> _Data records_
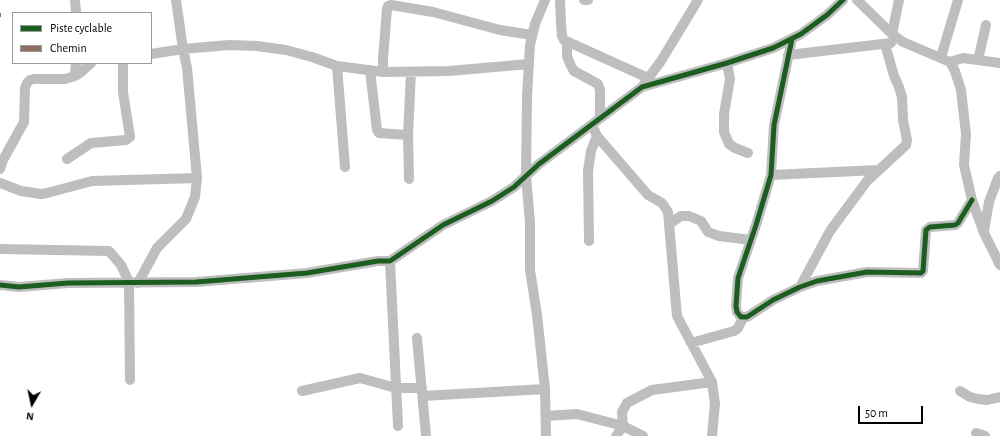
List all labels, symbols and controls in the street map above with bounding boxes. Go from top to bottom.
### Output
legend [12,12,152,64]
text: Piste cyclable [50,22,112,34]
text: Chemin [50,42,87,54]
north arrow [12,384,52,424]
scale bar [860,398,925,424]
text: 50 m [865,407,888,419]
text: N [25,410,35,422]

> _Task directions_
The answer must consist of the entries above, reproduced word for word, without any pictures.

> _Output of the task_
List all labels, symbols and controls in the street map above with bounding boxes. Go from top to bottom.
### Output
legend [12,12,152,64]
text: Piste cyclable [50,22,112,34]
text: Chemin [50,42,87,54]
north arrow [12,384,52,424]
scale bar [860,398,925,424]
text: 50 m [865,407,888,419]
text: N [25,410,35,422]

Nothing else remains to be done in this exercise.